A cursory glance at Joao Moutinho’s CV reveals Wolves are on the cusp of signing a player of significant pedigree.
The 31 year old (who turns 32 shortly after the start of the season) has won trophies at every club he’s ever played at including league titles with both Porto and Monaco.
He’s amassed 71 appearances in the Champions League, including a semi-final against Juventus as recently as last year.
On the international front only Luis Figo and Cristiano Ronaldo have accrued more than his 113 caps in a senior Portugal career stretching well into it’s second decade.
He was part of the 2016 European Championship winning side, often coming off the bench to help his side through difficult moments, including the last hour of the final itself in Paris.
In the World Cup this summer he started the 3-3 draw with Spain and the victory over Morocco before coming off the bench against Iran making it clear he’s still considered a vital cog in the machine.

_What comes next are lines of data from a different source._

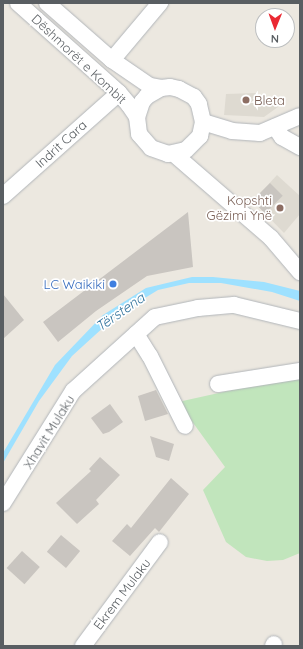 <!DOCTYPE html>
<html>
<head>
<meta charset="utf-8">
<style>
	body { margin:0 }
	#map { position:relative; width:303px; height:649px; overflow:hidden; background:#ece8e0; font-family:Quicksand,sans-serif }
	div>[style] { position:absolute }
	.education>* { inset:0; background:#dedad1 }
	.green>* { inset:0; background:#c1e5bc }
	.water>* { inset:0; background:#9ee1ff }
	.building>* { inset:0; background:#c9c5c0; transform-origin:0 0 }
	.roads { filter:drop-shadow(0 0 1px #b1b5b9) drop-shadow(0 0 1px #b1b5b9) }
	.minor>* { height:16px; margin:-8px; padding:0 8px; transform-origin:8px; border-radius:8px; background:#fff }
	.dots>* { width:11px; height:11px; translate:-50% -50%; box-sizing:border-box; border:2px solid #fff; border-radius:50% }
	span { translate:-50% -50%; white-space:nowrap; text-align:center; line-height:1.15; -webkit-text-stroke:3.5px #fff; paint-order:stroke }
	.street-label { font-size:13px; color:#595e62 }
	.education-label { font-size:13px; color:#785e54 }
	.left { translate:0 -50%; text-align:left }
	.right { translate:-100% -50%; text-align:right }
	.shop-label { font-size:13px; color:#366cbe }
	.water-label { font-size:14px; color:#37779f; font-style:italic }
	.frame { position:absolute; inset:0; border:4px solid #595e62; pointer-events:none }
	.north { position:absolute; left:255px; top:8px; width:40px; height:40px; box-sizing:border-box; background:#fff; border:1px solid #bdbfc0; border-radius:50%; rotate:181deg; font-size:11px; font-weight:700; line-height:16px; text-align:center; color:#595e62 }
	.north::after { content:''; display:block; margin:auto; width:14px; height:18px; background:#ea2933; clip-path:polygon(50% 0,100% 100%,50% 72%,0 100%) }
</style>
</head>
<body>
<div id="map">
	<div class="education">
		<div style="clip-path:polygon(256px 93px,278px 107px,264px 117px,224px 115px,226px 94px)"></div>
		<div style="clip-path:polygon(277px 175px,300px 196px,300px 214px,284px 233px,253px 201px)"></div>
	</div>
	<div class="green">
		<div style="clip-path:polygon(300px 375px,300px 553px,283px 560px,267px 561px,246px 557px,226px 542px,203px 490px,225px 467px,178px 402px)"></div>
	</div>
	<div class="water">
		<div style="clip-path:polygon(192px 277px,213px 277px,264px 282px,300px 291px,300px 301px,272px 292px,221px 283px,189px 283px,158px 290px,117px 315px,72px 356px,39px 401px,3px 463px,3px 453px,55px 365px,103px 315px,146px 288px)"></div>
	</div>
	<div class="building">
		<div style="left:270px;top:183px;width:18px;height:25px;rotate:45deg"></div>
		<div style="clip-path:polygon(188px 212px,193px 267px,147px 276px,96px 311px,58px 342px,43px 322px)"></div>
		<div style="clip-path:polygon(3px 294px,24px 320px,3px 339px)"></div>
		<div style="clip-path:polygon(156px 390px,168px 414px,145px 421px,138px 396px)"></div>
		<div style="clip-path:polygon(110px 404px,123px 422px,109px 432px,103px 434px,91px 418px)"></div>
		<div style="clip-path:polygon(150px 436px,174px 444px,169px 461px,156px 457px)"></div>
		<div style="clip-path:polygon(100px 457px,120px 475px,96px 500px,99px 504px,77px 524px,56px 503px,91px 471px,89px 469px)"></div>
		<div style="clip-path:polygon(171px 478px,189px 494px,159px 532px,155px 528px,130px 556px,112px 541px,127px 524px,131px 528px)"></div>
		<div style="left:61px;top:535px;width:25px;height:22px;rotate:40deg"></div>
		<div style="left:22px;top:551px;width:24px;height:23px;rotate:42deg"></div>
	</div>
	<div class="roads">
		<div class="minor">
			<div style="left:18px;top:3px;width:135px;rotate:41.7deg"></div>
			<div style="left:119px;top:93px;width:16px;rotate:50deg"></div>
			<div style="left:129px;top:105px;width:14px;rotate:56deg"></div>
			<div style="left:137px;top:117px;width:17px;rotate:83deg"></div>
			<div style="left:139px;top:134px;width:18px;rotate:49deg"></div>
			<div style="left:151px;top:148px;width:18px;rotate:19deg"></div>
			<div style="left:168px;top:154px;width:18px;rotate:-13deg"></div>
			<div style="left:186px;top:150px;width:20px;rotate:-45deg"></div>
			<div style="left:200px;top:136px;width:14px;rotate:-78deg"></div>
			<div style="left:203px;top:122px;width:18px;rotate:-103deg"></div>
			<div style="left:199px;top:104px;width:9px;rotate:-126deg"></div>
			<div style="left:194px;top:97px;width:17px;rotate:-152deg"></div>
			<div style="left:179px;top:89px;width:9px;rotate:-167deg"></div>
			<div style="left:170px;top:87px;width:9px;rotate:174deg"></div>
			<div style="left:161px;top:88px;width:16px;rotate:150deg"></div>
			<div style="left:147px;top:96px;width:8px;rotate:130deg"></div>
			<div style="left:142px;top:102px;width:16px;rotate:108deg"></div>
			<div style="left:47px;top:3px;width:86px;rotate:41.2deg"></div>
			<div style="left:112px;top:60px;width:46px;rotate:34.4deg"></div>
			<div style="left:150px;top:86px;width:11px;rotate:10deg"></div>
			<div style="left:112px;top:60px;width:75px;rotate:-49.9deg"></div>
			<div style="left:203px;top:122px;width:30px;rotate:17deg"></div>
			<div style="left:232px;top:131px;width:28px;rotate:4deg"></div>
			<div style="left:260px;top:133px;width:43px;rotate:-23deg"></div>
			<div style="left:275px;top:127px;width:12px;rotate:55deg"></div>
			<div style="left:282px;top:137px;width:21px;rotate:29deg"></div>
			<div style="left:174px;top:154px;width:128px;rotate:40.9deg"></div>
			<div style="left:271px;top:238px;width:45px;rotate:49.5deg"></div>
			<div style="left:3px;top:196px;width:155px;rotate:-41.6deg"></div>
			<div style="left:136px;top:334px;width:26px;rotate:58deg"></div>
			<div style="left:150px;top:356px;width:78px;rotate:63.4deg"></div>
			<div style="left:218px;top:384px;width:83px;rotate:-9deg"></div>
			<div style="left:3px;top:503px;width:132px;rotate:-58deg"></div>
			<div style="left:73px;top:391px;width:110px;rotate:-42.1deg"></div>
			<div style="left:155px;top:317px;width:44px;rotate:-11.8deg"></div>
			<div style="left:198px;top:308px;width:36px;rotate:-5deg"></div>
			<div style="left:234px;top:305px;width:68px;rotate:13.6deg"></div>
			<div style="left:83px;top:646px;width:129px;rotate:-53.5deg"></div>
			<div style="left:273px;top:646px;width:2px;rotate:-63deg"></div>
		</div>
	</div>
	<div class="dots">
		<div style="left:246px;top:100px;background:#8d6e63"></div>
		<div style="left:280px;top:208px;background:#8d6e63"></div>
		<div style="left:113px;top:284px;background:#3f7fe0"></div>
	</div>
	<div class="street-label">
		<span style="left:79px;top:59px;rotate:43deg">Dëshmorët e Kombit</span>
		<span style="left:61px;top:144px;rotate:-42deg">Indrit Cara</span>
		<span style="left:49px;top:432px;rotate:-58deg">Xhavit Mulaku</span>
		<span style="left:122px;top:594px;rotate:-53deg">Ekrem Mulaku</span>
	</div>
	<div class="education-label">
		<span class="left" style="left:254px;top:100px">Bleta</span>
		<span class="right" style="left:272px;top:208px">Kopshti<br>Gëzimi Ynë</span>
	</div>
	<div class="shop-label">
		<span class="right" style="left:105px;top:284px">LC Waikiki</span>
	</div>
	<div class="water-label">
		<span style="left:120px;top:312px;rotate:-35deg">Tërstena</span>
	</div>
	<div class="frame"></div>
	<div class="north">N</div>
</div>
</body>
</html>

Regarded as a versatile technician who can operate in a number of positions across the midfield, he’s inevitably shifted into a more withdrawn role in his twilight years, which makes him a perfect fit for Nuno’s preferred 343 system.
As the above video shows, he’s adept at taking the ball in deep positions and finding those diagonal passes forward that strikers and wide players love to chase.

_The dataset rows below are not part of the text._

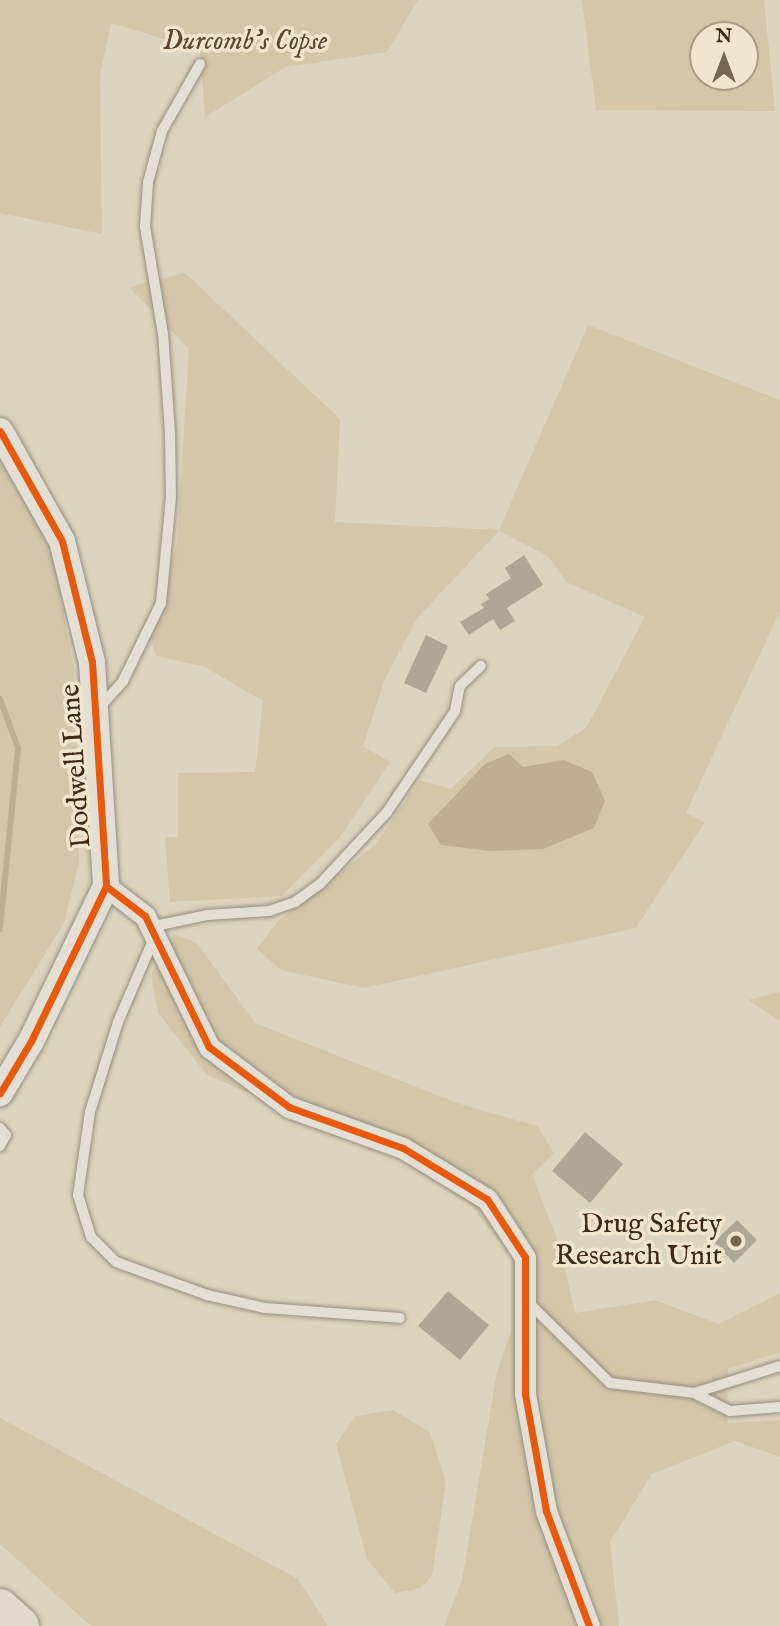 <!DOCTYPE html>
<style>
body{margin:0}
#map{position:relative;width:780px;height:1626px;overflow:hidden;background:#ddd4bf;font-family:"IM FELL English",serif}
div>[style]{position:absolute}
.green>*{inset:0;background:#d4c6a9}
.water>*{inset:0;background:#beae91}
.stream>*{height:6px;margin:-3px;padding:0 3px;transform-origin:3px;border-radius:3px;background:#beae91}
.building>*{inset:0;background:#aea697}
.roads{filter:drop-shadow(0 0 2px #958e7f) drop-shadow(0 0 2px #958e7f)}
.service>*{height:10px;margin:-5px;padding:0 5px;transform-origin:5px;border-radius:5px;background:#e4dfd5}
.minor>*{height:21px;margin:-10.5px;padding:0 10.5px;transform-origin:10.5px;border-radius:10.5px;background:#e4dfd5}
.tertiary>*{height:26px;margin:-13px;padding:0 13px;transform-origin:13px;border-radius:13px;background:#e4dfd5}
.motorway>*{height:38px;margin:-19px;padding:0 19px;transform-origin:19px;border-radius:19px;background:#e0dacd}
.cycleway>*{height:7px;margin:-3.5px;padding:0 3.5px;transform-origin:3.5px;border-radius:3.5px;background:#e8590c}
.dots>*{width:19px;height:19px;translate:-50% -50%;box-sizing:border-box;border:4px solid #f1e6cd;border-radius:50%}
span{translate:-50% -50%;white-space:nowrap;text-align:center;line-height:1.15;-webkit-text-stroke:7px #f1e6cd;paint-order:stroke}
.park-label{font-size:28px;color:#5b472f;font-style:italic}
.street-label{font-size:28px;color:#3e2a15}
.poi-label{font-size:28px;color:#3e2a15}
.right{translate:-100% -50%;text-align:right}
.north{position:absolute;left:689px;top:21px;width:70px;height:70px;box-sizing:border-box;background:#f1e6cd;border:2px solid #a99b83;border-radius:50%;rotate:0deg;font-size:19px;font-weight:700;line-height:28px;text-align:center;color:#3e2a15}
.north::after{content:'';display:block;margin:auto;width:24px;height:32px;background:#766650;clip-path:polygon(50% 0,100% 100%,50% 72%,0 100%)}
</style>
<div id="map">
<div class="green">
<div style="clip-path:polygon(0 0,418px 0,387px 52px,286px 67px,205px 117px,200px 50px,111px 23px,100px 76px,102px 234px,0 213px)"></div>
<div style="clip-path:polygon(evenodd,582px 0,764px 0,775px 111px,596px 110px,582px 0,703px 35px,745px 35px,745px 77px,703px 77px,703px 35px)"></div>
<div style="clip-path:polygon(185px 273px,340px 419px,335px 522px,499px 530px,588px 325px,780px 400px,780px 611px,686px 813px,705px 822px,636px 928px,364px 988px,281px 970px,257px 949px,277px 922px,375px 845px,420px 780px,451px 789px,494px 747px,557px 746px,586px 728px,645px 617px,566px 582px,548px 556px,499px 531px,418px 617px,385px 679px,363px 746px,390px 762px,340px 837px,282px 896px,170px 902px,165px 837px,178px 837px,178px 773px,255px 772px,263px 701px,205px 667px,156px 656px,151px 639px,177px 544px,189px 349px,129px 287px)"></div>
<div style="clip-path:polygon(0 460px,52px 550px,74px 670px,79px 863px,64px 923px,0 1027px)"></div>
<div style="clip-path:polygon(174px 934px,197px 943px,255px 1023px,460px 1104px,537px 1126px,554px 1153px,532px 1174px,560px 1247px,575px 1313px,655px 1300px,719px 1324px,780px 1293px,780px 1352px,728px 1369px,727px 1423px,780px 1420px,780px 1457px,735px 1441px,652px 1474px,610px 1542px,619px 1626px,444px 1626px,462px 1580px,497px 1372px,511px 1331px,511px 1256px,472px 1206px,398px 1158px,207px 1075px,158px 1013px,151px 974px)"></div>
<div style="clip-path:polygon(780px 992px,780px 1021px,748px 1000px)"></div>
<div style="clip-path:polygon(393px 1410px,430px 1432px,446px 1482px,432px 1576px,421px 1588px,395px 1593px,367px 1559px,336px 1444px,356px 1416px)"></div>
<div style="clip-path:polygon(0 1418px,298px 1579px,328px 1626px,91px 1626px,0 1544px)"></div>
</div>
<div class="water">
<div style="clip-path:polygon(509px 754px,523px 767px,564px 760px,592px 772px,605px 801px,594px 828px,543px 849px,490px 851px,441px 845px,428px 824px,485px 764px)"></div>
</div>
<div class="stream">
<div style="left:0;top:699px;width:52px;rotate:69.8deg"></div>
<div style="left:18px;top:748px;width:182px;rotate:95.7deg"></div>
</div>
<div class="building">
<div style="clip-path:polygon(524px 555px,543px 585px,507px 608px,515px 621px,500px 630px,493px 619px,469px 635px,460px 622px,484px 608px,481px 604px,489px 599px,486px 594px,511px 578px,505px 568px)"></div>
<div style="clip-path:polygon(426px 635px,448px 646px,426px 693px,404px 683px)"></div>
<div style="clip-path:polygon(585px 1132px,623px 1164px,590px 1203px,552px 1171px)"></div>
<div style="clip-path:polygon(737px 1220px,757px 1240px,734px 1263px,714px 1242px)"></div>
<div style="clip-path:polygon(448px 1291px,489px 1325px,460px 1360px,418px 1326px)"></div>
</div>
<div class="roads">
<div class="service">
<div style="left:99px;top:708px;width:36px;rotate:-48deg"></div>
<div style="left:123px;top:681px;width:87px;rotate:-64deg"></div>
<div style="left:161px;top:603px;width:106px;rotate:-84.6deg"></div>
<div style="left:171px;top:497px;width:64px;rotate:-90.9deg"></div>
<div style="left:170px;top:433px;width:99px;rotate:-94deg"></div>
<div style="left:163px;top:334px;width:109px;rotate:-99.5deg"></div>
<div style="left:145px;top:227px;width:45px;rotate:-86.2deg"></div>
<div style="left:148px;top:182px;width:53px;rotate:-74.6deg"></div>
<div style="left:162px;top:131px;width:77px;rotate:-60.4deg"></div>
<div style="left:150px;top:927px;width:58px;rotate:-11.9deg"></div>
<div style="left:207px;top:915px;width:62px;rotate:-3.7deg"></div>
<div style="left:269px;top:911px;width:28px;rotate:-19deg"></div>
<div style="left:295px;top:902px;width:32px;rotate:-36deg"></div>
<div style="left:321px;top:883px;width:97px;rotate:-47.1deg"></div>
<div style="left:387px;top:812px;width:122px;rotate:-56deg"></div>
<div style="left:455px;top:711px;width:25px;rotate:-79deg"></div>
<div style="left:460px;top:686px;width:29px;rotate:-44deg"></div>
<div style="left:155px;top:936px;width:94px;rotate:113.3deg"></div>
<div style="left:118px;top:1022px;width:94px;rotate:107.3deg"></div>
<div style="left:90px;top:1112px;width:84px;rotate:98.2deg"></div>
<div style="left:78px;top:1195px;width:44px;rotate:72.8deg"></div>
<div style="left:91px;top:1237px;width:35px;rotate:45deg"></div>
<div style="left:116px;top:1262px;width:97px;rotate:19.9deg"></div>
<div style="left:207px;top:1295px;width:59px;rotate:12.6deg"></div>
<div style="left:265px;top:1308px;width:135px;rotate:4.2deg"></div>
<div style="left:0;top:1128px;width:9px;rotate:49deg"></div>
<div style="left:6px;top:1135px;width:13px;rotate:119deg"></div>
<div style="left:527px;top:1301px;width:117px;rotate:44.7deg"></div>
<div style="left:610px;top:1383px;width:85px;rotate:6.8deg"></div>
<div style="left:694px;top:1393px;width:40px;rotate:26.6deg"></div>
<div style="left:730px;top:1411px;width:50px;rotate:-4.6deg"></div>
<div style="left:694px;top:1393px;width:90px;rotate:-17.4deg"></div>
</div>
<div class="minor">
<div style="left:106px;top:886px;width:49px;rotate:37.6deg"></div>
<div style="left:145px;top:916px;width:146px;rotate:64deg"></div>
<div style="left:209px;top:1047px;width:100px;rotate:36.9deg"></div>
<div style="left:289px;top:1107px;width:121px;rotate:19.8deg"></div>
<div style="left:403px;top:1148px;width:98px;rotate:31.3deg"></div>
<div style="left:487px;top:1199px;width:69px;rotate:56.8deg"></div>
<div style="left:525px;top:1257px;width:137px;rotate:90deg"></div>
<div style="left:525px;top:1394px;width:119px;rotate:79.8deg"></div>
<div style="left:546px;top:1511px;width:123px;rotate:69.5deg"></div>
</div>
<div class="tertiary">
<div style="left:0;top:431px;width:126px;rotate:60.6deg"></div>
<div style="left:62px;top:541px;width:125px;rotate:76.1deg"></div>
<div style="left:92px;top:662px;width:224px;rotate:86.4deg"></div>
<div style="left:106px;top:886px;width:172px;rotate:115.8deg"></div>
<div style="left:31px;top:1041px;width:61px;rotate:120.8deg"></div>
</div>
<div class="motorway">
<div style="left:0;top:1608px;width:27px;rotate:42deg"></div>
</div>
</div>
<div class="cycleway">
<div style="left:0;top:431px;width:126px;rotate:60.6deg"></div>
<div style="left:62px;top:541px;width:125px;rotate:76.1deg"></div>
<div style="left:92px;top:662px;width:224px;rotate:86.4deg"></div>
<div style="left:106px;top:886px;width:172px;rotate:115.8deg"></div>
<div style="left:31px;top:1041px;width:61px;rotate:120.8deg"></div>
<div style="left:106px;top:886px;width:49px;rotate:37.6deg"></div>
<div style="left:145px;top:916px;width:146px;rotate:64deg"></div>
<div style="left:209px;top:1047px;width:100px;rotate:36.9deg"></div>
<div style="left:289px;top:1107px;width:121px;rotate:19.8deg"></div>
<div style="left:403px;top:1148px;width:98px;rotate:31.3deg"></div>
<div style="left:487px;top:1199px;width:69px;rotate:56.8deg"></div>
<div style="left:525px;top:1257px;width:137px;rotate:90deg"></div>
<div style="left:525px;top:1394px;width:119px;rotate:79.8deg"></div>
<div style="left:546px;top:1511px;width:123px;rotate:69.5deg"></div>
</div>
<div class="dots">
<div style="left:736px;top:1241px;background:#766650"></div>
</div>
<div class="park-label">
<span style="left:245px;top:42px">Durcomb's Copse</span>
</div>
<div class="street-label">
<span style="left:77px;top:766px;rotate:-94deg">Dodwell Lane</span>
</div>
<div class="poi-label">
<span class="right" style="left:722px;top:1241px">Drug Safety<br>Research Unit</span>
</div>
<div class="north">N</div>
</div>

If Alfred N’Diaye’s raw power was considered an alternative option to the finesse of Ruben Neves and Romain Saiss, Mountinho is very much ‘more of the same’ underlining Nuno’s unrelenting desire to maintain a specific way of playing.
Despite his age and suspected financial incentives for making the move, it’s difficult to imagine a player of Moutinho’s stature would come if he didn’t have the genuine desire to take on the challenge. That makes him a particularly exciting addition.
His experience, already valued so highly by his national side who continue to start or introduce him at their greatest hours of need, will be pivotal as Wolves look to establish themselves in the world’s most competitive footballing environment.
He would also represent the most high profile signing of the Fosun era to date, elevating the club’s future pulling power in the transfer market.
Don’t be surprised if Moutinho’s decision to join the Portuguese revolution opens the door for others to follow suit – both in this transfer window and others to come.